En este contexto, muchas organizaciones están recurriendo ahora a proveedores de servicios gestionados, o MSP, y a partners especializados. No solo para recibir apoyo, sino como una forma de operar una seguridad continua, algo que no siempre es sostenible internamente.

Convertir la presión en estrategia

NIS2 representa un cambio de paradigma: la ciberseguridad ya no es un gasto reactivo, sino una capacidad estratégica fundamental.
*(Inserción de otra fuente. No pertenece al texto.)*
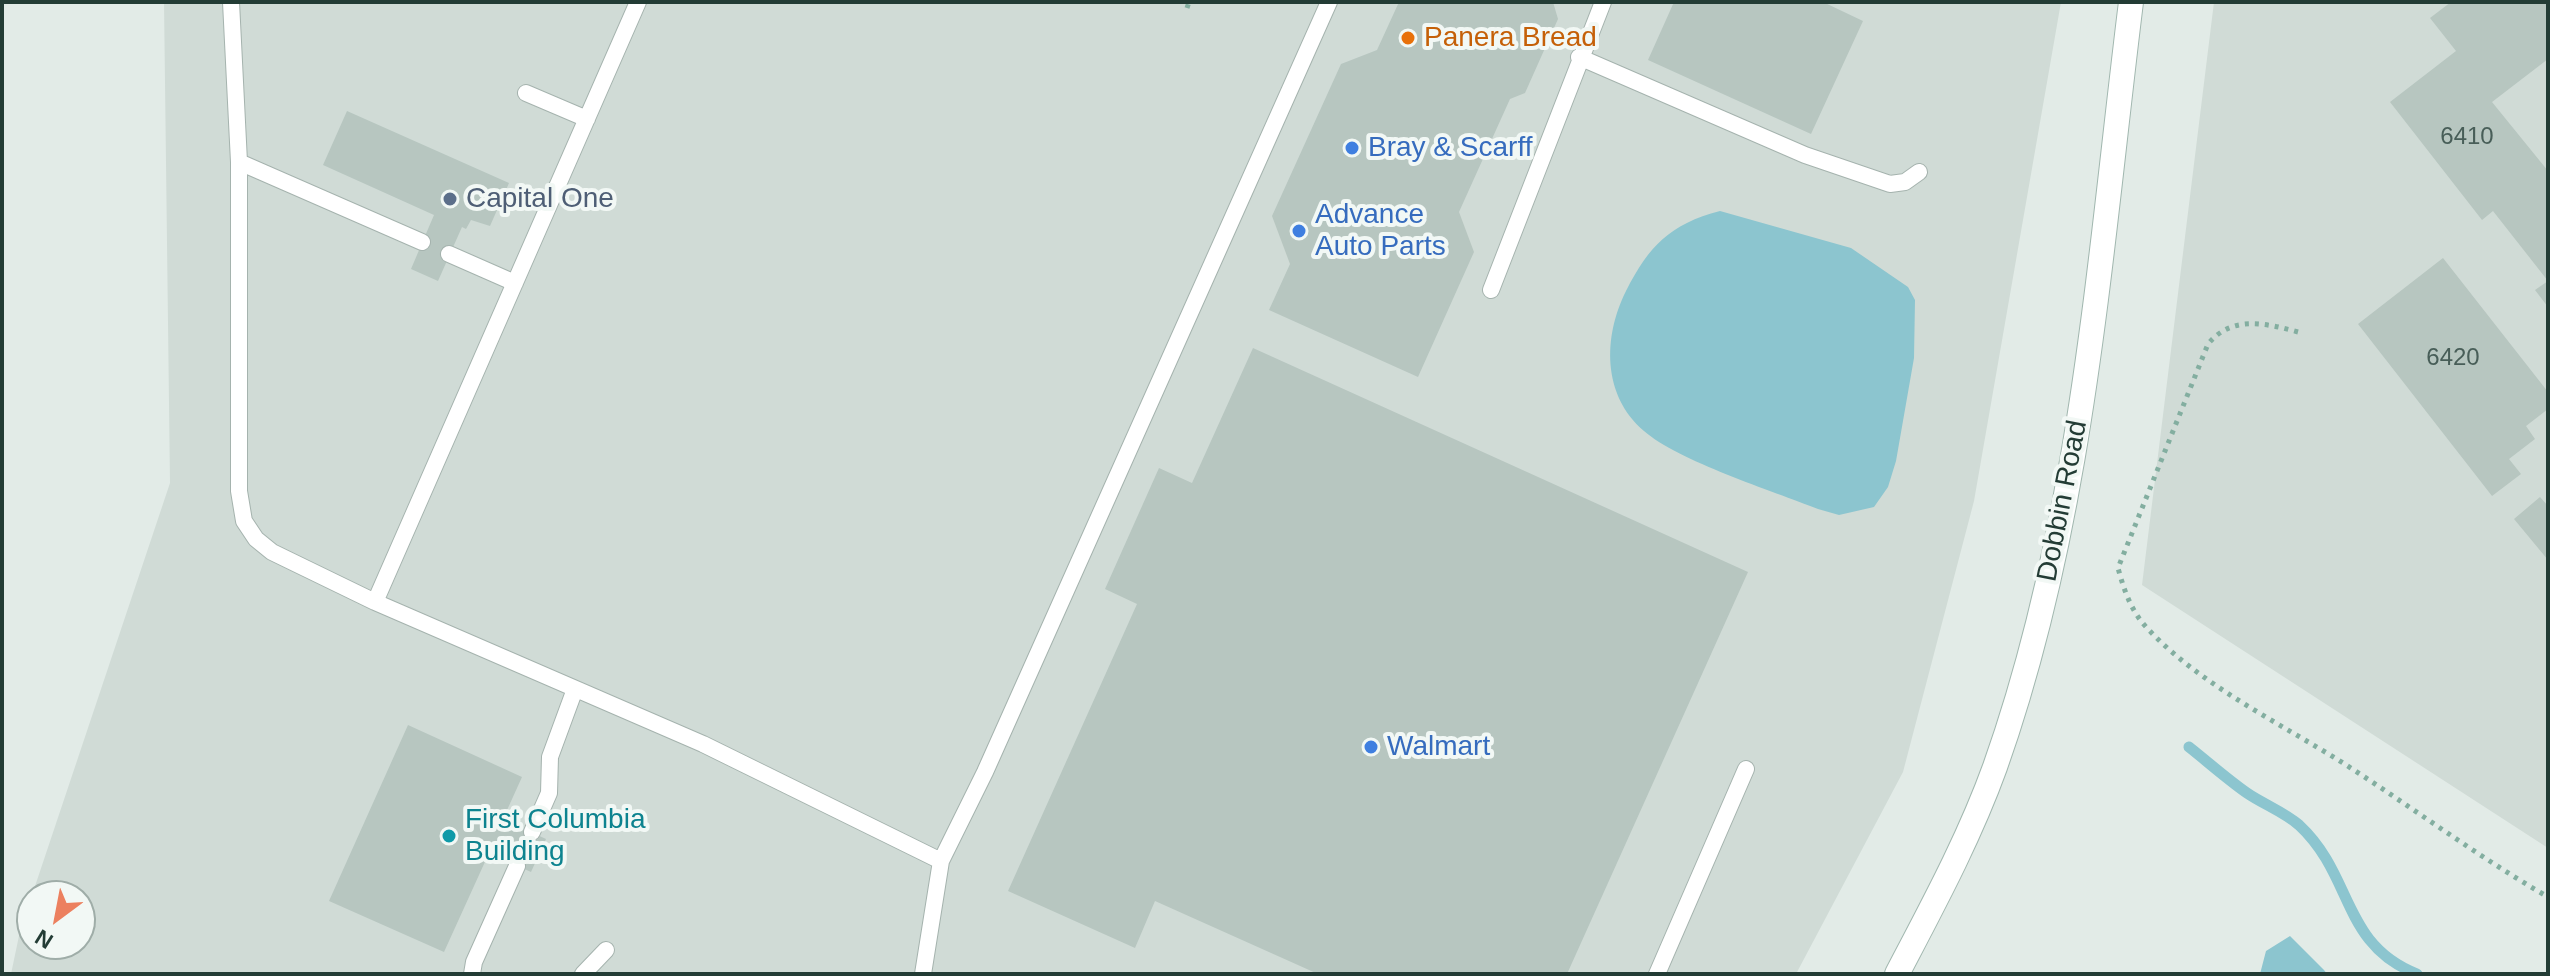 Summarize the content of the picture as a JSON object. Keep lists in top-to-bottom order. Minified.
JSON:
{"streets":{"street":["Dobbin Road"]},"places":["Panera Bread","Bray & Scarff","Capital One","Advance Auto Parts","Walmart","First Columbia Building"],"house_numbers":["6410","6420"],"north":"bottom left"} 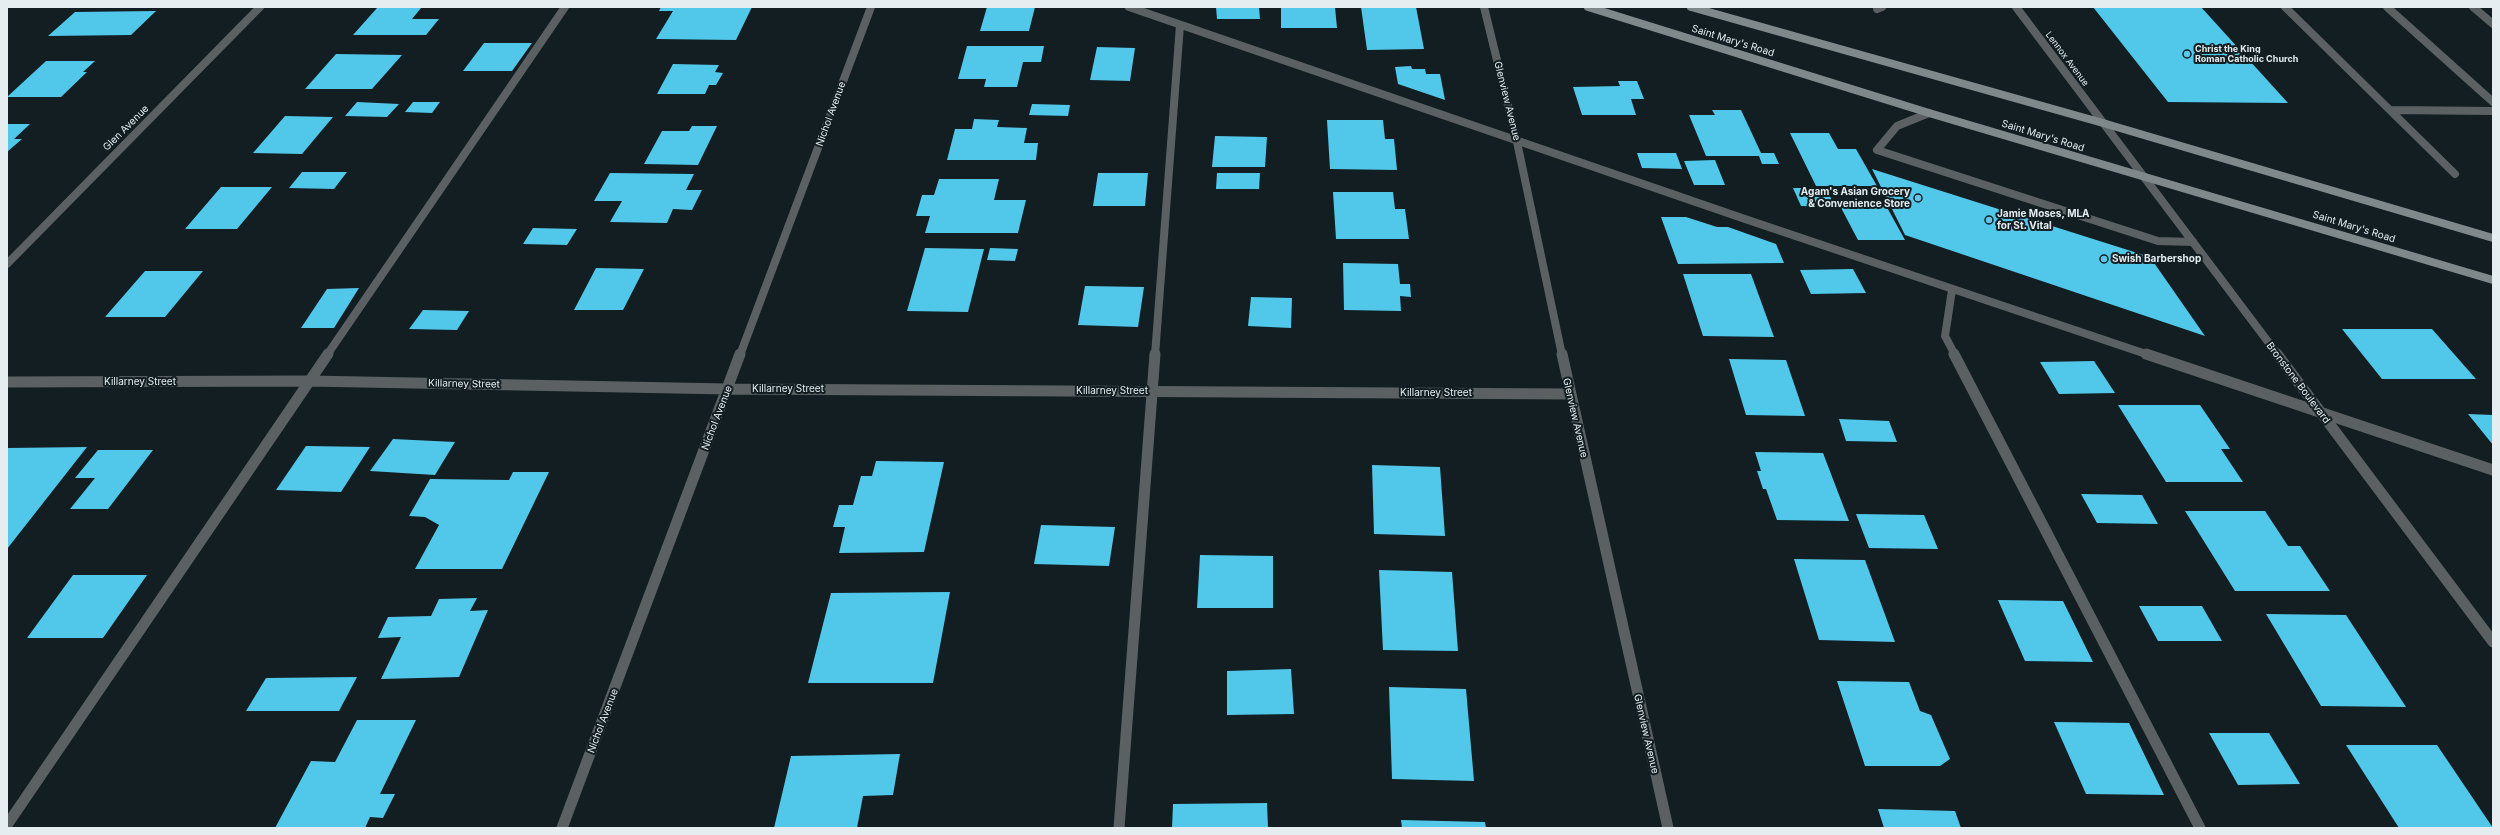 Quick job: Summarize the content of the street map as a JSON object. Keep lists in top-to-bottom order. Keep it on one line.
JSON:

Las organizaciones más avanzadas ya están actuando mediante:

  • La incorporación del riesgo digital en la planificación estratégica 
  • La priorización de inversiones con impacto real en la continuidad del negocio  
  • La maduración de la gestión de riesgos de terceros, o TPRM, y la supervisión de proveedores 
  • La alineación entre seguridad, cumplimiento y objetivos de negocio  
  • En última instancia, NIS2 no va de qué herramientas tienes. Va de cómo operas.

Pasar a la acción

La brecha sigue siendo evidente.

Solo el 14% de las organizaciones afectadas se considera plenamente preparado para NIS2, mientras que la gran mayoría continúa operando con capacidades solo parciales.
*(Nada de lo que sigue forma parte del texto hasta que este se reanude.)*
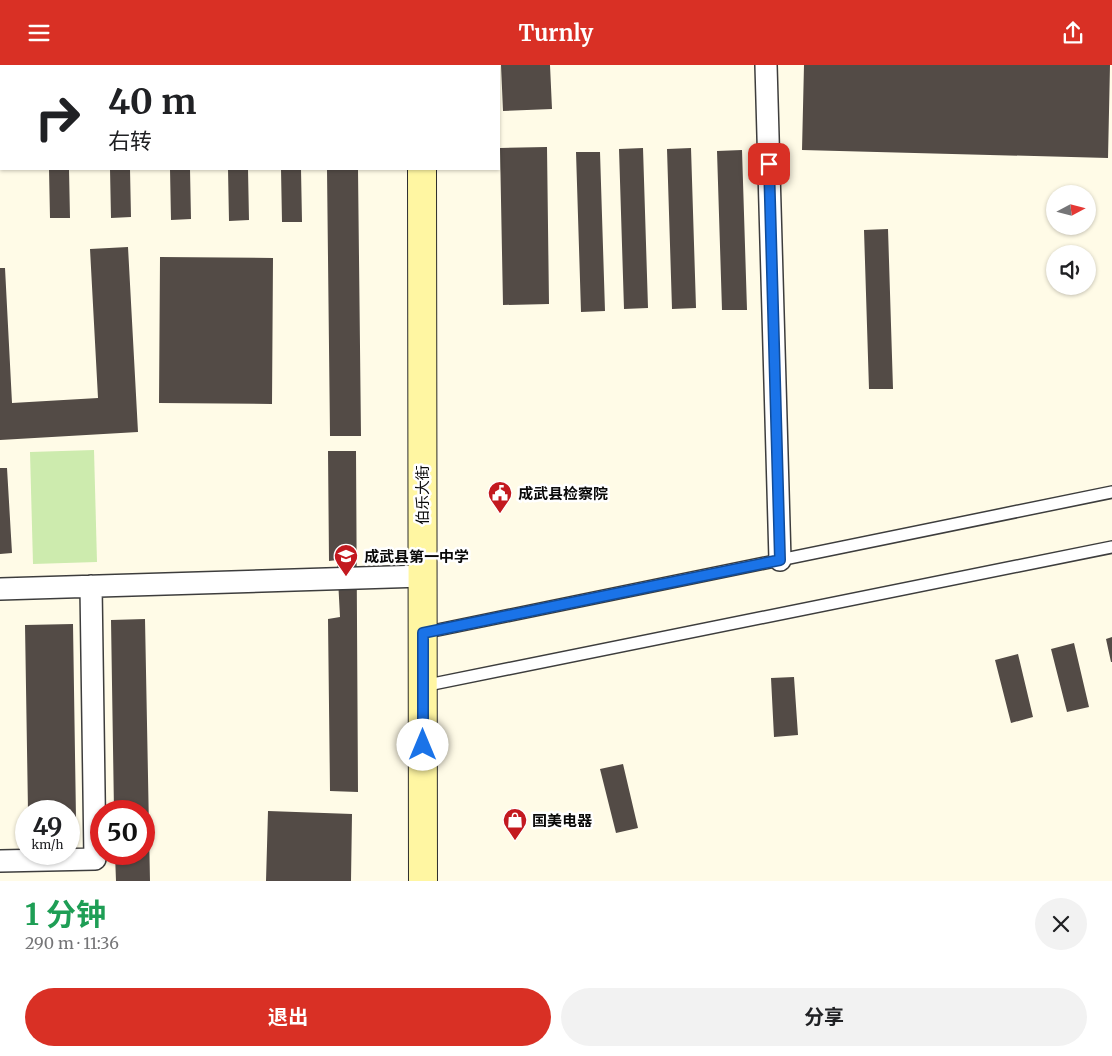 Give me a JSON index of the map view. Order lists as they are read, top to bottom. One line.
{"streets":{"main road":["伯乐大街"]},"places":{"public building":["成武县检察院"],"school or university":["成武县第一中学"],"shop":["国美电器"]},"north":"right","page":{"header":"Turnly","turn":["40 m","右转"],"speed":"49 km/h","limit":"50","heading":["1 分钟","290 m · 11:36"],"buttons":["退出","分享"]}}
En este contexto, lo parcial ya no es suficiente.

Algunos pasos clave:

  • Evaluar el nivel actual de cumplimiento frente a los requisitos de NIS2 
  • Identificar brechas de capacidad, no solo carencias en las políticas 
  • Revisar la estructura de gobernanza y el papel de la alta dirección en la ciberseguridad 
  • Reforzar la detección y respuesta ante incidentes 
  • Analizar los riesgos en la cadena de suministro 
  • Establecer protocolos claros de comunicación y notificación de incidentes 

NIS2 no es solo una obligación regulatoria. Es un claro indicador de hacia dónde está evolucionando la nueva realidad corporativa: estándares más altos, mayor supervisión y cero margen para la improvisación.

Las organizaciones que actúen ahora no solo evitarán sanciones. Operarán mejor. Crecerán con mayor confianza.

Y cuando llegue el momento, estarán preparadas para demostrarlo.